[Start of section]

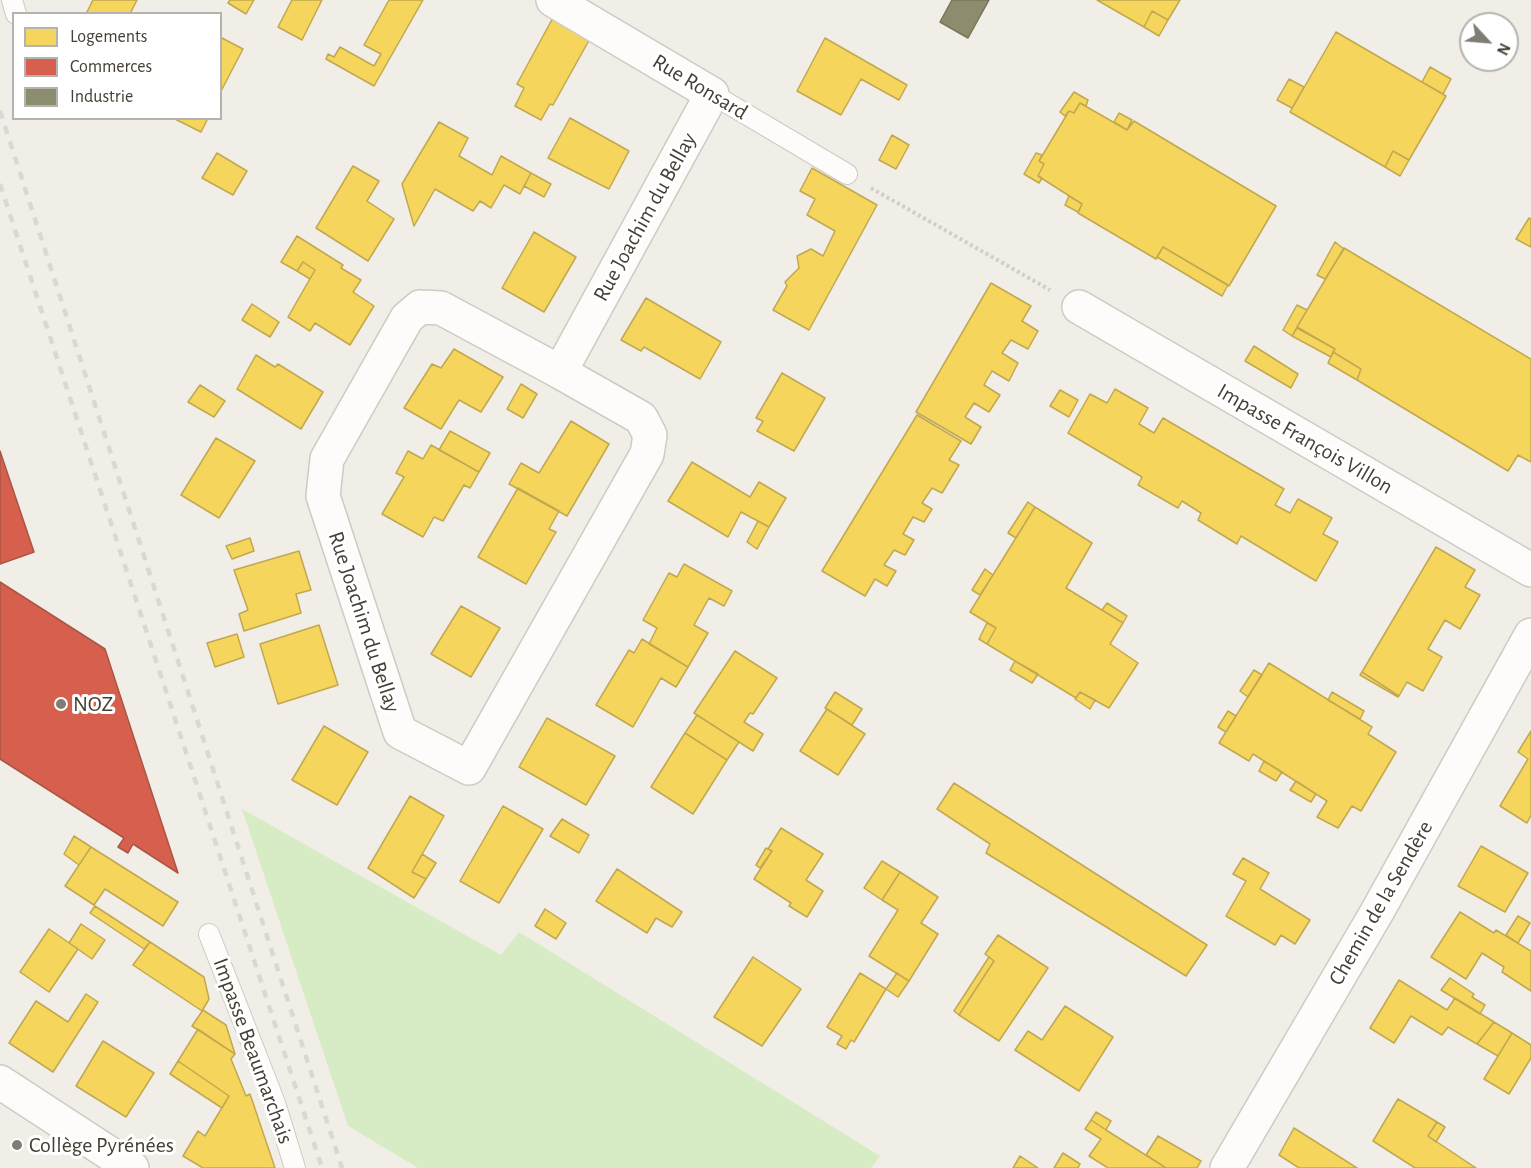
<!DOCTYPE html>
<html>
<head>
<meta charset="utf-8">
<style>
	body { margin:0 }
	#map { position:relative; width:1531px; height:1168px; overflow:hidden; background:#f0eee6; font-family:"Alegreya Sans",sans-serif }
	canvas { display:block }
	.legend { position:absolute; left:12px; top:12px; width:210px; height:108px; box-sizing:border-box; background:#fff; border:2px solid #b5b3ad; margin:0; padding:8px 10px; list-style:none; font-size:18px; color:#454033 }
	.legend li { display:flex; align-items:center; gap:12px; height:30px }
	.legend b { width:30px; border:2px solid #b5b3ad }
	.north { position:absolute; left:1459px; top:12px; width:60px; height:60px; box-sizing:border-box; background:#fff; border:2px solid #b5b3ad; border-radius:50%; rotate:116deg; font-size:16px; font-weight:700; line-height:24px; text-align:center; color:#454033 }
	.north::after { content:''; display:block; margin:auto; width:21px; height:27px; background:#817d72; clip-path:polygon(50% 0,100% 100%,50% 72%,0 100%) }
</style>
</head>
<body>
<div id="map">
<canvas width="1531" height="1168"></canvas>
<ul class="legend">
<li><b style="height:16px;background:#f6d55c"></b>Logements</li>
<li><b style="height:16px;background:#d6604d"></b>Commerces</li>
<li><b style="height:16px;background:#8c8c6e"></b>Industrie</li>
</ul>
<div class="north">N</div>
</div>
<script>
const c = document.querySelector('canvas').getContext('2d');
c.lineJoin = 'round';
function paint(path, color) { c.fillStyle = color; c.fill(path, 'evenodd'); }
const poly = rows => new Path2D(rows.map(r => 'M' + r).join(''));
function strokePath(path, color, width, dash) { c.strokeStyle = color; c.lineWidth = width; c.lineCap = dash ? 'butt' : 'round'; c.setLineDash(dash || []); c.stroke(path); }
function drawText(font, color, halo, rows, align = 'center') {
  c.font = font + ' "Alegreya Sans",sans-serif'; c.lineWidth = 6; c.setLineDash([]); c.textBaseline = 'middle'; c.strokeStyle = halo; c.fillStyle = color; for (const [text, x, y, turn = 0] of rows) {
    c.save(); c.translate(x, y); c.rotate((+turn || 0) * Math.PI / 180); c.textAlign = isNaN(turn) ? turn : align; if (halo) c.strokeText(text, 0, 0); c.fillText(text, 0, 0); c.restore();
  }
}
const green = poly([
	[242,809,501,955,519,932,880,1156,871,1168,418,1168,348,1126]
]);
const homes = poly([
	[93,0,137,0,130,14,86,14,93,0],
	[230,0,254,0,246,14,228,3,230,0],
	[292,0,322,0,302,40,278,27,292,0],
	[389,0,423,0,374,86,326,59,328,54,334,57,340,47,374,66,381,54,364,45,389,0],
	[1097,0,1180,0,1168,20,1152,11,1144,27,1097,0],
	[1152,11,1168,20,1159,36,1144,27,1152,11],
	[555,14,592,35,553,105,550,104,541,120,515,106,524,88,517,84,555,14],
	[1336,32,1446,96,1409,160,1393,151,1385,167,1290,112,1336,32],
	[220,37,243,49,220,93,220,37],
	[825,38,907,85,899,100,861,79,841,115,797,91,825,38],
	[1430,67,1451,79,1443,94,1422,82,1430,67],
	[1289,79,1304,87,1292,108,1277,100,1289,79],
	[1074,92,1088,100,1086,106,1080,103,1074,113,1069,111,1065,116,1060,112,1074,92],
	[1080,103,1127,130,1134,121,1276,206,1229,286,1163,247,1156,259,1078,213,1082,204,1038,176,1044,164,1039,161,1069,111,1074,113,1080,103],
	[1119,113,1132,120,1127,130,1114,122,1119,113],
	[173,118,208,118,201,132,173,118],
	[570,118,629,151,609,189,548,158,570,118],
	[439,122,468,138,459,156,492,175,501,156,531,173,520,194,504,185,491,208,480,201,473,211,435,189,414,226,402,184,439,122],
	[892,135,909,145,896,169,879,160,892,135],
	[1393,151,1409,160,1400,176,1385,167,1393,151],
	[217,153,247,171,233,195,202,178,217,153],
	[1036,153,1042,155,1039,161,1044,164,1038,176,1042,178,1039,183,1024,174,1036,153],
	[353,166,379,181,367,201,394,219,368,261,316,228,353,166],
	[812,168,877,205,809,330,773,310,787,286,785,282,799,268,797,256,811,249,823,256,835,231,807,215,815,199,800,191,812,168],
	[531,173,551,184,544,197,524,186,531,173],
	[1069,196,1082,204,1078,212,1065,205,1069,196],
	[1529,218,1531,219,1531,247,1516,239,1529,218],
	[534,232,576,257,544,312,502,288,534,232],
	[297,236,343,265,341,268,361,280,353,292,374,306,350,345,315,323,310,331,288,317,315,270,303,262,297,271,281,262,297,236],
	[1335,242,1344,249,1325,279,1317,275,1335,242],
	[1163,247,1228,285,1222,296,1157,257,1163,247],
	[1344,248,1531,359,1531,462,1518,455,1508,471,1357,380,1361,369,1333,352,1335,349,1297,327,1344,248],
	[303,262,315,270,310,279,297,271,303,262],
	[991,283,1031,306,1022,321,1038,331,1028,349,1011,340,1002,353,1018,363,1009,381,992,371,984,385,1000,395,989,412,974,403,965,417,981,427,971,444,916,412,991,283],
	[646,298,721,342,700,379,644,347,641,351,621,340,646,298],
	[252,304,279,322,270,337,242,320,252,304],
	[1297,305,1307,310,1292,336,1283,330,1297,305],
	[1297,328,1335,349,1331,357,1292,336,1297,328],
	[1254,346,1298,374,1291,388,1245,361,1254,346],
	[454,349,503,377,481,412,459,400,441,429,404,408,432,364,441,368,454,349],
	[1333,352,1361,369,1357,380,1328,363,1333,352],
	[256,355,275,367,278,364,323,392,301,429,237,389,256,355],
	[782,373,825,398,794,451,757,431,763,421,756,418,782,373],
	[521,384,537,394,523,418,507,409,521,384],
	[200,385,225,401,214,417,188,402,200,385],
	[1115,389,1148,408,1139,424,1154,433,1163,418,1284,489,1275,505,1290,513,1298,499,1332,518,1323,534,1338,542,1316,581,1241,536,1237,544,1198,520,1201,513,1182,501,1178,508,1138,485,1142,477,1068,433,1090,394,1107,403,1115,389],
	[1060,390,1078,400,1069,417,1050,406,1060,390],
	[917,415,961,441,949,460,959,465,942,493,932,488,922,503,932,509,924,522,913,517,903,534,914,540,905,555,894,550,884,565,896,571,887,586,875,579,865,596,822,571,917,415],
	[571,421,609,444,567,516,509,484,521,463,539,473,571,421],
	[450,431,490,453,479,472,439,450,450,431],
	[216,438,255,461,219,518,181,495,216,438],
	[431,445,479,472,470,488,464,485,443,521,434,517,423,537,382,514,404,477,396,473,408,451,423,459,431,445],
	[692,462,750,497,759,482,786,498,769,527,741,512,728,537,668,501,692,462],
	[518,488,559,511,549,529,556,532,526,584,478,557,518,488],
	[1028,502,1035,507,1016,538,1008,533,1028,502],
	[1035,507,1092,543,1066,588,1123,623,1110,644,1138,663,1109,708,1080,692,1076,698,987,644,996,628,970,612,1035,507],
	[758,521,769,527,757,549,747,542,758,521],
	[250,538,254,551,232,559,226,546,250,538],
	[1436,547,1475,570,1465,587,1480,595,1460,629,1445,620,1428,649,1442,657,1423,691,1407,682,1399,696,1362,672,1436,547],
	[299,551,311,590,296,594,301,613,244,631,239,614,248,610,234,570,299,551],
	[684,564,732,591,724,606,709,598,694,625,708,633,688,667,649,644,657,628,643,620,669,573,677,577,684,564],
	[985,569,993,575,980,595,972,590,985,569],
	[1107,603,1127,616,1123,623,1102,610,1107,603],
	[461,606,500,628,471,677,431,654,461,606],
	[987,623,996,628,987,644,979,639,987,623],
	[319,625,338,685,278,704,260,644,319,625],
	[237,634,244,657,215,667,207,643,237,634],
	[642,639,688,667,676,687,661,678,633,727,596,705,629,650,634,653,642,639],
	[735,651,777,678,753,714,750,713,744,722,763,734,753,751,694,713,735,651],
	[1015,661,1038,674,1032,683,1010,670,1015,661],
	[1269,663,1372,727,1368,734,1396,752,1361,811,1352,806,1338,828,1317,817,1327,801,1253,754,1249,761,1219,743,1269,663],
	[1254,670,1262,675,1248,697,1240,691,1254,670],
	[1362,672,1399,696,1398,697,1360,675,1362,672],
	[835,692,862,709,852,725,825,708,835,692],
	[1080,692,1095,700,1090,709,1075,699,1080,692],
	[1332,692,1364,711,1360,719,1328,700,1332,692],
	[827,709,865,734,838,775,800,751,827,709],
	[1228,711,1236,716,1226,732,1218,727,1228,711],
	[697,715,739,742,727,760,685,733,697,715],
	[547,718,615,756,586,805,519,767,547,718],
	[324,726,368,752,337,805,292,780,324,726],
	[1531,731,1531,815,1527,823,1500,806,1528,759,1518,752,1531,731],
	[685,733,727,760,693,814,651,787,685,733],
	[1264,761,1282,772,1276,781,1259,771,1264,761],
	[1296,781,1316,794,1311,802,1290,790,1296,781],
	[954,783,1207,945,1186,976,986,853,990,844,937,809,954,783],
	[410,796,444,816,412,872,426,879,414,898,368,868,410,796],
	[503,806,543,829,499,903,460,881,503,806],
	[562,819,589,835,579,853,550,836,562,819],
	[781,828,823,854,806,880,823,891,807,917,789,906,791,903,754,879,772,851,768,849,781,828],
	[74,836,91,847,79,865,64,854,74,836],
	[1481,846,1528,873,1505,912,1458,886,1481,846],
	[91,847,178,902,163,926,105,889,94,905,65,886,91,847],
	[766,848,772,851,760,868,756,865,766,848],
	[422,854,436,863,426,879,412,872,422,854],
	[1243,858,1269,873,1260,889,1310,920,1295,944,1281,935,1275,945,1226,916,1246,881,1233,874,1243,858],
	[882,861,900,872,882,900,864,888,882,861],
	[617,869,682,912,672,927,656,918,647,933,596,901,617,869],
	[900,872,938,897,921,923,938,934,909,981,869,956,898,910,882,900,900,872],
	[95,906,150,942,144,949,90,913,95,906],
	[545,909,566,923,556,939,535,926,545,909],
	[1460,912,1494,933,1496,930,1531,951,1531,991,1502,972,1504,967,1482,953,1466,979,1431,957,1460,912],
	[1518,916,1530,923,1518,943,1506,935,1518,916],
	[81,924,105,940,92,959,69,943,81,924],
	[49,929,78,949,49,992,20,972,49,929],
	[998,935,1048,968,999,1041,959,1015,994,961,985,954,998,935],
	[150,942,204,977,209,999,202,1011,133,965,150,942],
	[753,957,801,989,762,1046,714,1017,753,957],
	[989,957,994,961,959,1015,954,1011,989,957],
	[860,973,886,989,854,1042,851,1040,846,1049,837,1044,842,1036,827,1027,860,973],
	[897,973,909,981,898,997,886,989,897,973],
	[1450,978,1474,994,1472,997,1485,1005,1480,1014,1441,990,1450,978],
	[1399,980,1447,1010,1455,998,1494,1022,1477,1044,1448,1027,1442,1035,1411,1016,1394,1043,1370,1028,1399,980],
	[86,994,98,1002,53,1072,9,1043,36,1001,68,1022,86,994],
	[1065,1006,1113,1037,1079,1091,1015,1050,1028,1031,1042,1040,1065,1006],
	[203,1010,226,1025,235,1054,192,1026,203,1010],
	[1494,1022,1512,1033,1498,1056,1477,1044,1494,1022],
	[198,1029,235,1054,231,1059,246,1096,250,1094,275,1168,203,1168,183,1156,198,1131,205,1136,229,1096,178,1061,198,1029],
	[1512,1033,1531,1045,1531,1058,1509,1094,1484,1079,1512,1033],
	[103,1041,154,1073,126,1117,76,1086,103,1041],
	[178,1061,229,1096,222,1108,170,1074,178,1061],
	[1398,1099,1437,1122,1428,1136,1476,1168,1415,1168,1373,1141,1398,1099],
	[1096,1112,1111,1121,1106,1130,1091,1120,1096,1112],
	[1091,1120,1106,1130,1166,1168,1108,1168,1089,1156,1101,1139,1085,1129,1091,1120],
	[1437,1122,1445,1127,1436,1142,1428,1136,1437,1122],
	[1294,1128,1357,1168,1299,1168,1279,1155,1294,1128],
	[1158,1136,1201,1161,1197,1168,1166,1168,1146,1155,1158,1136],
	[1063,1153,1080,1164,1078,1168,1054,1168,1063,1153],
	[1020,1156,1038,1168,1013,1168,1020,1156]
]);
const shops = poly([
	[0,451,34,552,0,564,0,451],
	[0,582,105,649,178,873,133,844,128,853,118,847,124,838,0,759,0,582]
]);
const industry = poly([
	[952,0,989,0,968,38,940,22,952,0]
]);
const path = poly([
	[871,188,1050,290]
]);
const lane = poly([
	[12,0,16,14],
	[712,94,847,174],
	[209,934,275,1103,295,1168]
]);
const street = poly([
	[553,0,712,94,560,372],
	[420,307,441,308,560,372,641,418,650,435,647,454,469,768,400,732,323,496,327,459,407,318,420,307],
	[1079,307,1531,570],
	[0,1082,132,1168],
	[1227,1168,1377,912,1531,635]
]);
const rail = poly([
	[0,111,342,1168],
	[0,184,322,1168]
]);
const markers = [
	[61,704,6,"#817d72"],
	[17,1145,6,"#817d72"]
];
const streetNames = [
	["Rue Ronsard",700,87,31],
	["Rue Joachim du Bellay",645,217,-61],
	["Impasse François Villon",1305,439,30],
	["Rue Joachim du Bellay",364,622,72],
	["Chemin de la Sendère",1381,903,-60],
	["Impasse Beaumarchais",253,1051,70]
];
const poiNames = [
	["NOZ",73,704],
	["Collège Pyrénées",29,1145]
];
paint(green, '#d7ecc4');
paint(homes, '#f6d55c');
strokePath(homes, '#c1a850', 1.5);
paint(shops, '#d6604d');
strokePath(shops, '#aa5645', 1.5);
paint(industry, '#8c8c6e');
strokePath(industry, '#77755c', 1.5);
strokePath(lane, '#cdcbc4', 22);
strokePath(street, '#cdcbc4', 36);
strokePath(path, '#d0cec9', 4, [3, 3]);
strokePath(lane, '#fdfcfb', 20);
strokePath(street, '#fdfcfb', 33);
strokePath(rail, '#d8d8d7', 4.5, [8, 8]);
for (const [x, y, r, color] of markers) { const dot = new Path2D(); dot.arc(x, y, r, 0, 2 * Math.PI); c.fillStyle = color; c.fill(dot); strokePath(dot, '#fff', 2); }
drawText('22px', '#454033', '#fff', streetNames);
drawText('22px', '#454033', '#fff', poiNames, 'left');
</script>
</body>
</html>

[End of section]

AIM OF THE EXERCISE
Say how many lines in the records contain the word "rail". Nothing but the number is required.

SOLUTION FOR THIS PROBLEM
2